## INSTRUCTIONS TO FOLLOW
Go through the data below and work out how many lines contain "stroke"; the answer is the number alone.

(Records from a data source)
++++++++++

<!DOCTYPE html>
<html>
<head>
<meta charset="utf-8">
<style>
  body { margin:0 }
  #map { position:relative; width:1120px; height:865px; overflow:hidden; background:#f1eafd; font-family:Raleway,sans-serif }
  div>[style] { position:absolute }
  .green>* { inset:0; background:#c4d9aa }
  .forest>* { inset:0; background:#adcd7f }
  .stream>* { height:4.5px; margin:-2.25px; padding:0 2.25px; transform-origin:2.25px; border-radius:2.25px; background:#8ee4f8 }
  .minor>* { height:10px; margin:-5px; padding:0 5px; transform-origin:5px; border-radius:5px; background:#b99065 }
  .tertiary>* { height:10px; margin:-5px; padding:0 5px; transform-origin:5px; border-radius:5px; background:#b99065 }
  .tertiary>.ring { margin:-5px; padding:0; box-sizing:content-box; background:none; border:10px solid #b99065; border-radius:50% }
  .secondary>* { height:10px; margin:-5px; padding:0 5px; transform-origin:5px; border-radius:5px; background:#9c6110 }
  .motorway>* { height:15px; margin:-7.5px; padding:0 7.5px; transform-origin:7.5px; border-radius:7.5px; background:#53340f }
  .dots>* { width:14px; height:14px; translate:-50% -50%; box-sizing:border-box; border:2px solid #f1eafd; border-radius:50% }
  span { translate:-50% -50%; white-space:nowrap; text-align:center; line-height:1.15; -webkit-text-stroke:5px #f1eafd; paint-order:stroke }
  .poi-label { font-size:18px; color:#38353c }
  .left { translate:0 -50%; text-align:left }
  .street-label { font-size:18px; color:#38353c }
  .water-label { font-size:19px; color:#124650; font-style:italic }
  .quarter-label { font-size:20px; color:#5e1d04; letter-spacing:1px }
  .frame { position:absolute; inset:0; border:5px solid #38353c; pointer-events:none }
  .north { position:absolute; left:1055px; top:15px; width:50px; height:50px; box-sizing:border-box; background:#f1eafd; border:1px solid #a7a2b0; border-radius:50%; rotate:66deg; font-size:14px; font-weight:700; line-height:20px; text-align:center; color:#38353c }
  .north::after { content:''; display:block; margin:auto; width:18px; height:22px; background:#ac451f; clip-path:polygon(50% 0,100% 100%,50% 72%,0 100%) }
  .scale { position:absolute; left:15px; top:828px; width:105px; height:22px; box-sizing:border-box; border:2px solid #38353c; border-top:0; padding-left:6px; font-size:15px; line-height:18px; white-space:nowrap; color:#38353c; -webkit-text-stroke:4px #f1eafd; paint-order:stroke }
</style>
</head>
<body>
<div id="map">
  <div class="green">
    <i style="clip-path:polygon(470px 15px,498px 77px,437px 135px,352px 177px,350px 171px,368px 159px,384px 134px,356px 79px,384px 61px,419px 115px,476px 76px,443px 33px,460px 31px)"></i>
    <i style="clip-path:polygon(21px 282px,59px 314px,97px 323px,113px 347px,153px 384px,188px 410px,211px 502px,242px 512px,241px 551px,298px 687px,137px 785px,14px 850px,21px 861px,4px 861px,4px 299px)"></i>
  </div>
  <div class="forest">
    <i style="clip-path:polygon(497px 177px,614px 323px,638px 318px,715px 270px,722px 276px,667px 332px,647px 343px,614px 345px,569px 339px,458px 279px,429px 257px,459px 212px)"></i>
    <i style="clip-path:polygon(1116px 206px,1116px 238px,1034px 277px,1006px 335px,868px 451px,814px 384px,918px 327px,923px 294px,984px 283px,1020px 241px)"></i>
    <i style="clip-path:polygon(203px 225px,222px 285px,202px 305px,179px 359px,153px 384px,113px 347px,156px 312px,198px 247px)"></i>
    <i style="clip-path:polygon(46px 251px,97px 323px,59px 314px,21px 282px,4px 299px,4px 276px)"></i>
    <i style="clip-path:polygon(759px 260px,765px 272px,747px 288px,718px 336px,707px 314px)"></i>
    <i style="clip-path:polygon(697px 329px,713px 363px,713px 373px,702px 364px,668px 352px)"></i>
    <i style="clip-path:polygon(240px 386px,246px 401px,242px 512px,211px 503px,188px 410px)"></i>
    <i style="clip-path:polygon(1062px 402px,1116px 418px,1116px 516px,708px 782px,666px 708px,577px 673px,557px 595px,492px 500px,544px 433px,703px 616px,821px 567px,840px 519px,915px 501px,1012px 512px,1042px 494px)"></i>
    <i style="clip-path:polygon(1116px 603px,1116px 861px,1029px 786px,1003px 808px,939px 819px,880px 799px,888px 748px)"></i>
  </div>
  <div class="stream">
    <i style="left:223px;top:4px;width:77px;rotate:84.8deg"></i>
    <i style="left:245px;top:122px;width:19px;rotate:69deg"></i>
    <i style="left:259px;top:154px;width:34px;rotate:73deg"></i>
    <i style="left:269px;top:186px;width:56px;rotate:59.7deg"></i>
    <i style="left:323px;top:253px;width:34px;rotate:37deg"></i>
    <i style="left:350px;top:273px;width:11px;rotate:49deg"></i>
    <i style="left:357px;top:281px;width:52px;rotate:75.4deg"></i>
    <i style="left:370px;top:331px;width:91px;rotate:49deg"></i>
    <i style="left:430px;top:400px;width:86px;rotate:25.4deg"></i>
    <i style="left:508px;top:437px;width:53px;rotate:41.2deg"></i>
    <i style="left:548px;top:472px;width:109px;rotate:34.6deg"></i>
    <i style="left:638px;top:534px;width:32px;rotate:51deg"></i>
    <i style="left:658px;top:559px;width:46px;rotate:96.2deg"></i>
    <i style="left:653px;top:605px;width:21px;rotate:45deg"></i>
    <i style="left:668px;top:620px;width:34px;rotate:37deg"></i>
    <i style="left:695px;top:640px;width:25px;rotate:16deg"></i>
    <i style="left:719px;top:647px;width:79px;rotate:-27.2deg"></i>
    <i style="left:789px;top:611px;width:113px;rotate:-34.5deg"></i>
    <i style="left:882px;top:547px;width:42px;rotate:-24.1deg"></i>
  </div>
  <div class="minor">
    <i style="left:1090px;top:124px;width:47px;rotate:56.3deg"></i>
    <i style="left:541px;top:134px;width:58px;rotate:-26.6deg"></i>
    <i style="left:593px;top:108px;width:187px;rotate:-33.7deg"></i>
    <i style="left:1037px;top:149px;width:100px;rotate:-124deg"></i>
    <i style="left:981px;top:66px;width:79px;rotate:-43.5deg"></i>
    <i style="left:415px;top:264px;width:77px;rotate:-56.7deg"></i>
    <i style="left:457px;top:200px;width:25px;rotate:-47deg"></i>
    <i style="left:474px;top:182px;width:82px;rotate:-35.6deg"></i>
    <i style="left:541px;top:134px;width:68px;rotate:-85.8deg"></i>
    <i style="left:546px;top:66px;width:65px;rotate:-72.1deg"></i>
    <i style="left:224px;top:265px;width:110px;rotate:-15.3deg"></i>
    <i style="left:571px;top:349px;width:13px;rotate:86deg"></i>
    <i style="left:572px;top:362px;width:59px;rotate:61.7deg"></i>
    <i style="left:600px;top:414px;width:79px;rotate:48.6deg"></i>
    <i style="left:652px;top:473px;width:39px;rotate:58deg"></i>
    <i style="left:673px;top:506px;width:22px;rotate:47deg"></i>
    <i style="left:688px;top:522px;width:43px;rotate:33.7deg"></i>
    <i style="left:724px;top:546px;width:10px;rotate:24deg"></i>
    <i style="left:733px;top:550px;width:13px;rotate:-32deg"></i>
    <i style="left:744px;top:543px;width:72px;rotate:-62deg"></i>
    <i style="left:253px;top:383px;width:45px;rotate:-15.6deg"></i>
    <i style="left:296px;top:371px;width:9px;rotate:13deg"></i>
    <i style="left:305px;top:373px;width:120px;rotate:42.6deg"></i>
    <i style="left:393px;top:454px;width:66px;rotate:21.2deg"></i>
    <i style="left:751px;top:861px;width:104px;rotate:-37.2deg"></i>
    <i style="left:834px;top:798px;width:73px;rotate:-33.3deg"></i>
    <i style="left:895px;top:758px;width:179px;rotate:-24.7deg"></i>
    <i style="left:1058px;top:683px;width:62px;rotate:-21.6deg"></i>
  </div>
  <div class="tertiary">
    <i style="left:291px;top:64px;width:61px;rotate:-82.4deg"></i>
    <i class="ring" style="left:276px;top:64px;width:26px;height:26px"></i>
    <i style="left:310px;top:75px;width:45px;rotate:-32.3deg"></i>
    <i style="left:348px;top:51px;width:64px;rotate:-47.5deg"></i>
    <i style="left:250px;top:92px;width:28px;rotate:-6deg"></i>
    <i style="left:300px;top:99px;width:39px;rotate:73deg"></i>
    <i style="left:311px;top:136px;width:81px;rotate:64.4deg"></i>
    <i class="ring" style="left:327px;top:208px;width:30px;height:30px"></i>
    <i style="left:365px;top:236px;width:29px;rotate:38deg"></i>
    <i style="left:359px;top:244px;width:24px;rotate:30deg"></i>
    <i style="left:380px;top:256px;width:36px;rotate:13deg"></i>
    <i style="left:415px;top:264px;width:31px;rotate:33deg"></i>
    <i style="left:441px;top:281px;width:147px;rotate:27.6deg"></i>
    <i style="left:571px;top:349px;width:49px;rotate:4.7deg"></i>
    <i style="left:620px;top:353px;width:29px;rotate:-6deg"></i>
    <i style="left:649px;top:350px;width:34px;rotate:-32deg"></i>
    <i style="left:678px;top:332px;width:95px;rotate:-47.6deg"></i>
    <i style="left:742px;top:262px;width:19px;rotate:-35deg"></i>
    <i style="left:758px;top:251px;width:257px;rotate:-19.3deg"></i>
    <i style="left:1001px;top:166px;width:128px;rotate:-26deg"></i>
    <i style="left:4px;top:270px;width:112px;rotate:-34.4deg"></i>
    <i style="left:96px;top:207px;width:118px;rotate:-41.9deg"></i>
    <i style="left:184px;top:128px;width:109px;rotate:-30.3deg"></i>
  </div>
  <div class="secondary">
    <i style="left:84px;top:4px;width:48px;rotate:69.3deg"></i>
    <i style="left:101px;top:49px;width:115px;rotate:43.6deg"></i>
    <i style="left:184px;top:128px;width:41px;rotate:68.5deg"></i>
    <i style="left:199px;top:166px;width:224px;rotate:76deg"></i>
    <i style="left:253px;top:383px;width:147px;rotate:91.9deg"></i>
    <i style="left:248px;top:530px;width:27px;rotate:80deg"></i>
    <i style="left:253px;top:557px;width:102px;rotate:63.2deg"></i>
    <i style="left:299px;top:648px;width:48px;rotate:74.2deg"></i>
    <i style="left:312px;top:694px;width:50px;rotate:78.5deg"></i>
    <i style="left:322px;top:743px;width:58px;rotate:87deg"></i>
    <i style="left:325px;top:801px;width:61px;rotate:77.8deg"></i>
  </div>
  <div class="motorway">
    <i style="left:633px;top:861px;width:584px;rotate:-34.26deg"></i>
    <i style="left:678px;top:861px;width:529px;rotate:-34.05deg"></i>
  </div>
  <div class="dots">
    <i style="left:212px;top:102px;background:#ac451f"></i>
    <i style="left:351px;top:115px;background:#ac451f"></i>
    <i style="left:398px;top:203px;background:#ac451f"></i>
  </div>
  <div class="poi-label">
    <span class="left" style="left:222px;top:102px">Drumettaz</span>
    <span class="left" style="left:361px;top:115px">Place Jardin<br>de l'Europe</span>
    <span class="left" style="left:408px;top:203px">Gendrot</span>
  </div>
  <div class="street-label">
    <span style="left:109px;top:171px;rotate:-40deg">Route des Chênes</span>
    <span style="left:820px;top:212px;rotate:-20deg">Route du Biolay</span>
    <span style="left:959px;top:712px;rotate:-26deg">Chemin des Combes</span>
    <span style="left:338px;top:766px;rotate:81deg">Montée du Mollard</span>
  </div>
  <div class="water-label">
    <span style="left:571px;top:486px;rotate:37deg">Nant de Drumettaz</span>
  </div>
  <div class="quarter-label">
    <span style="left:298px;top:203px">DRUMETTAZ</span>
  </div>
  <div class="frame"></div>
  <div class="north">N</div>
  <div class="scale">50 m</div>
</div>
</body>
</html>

++++++++++

## SOLUTION
2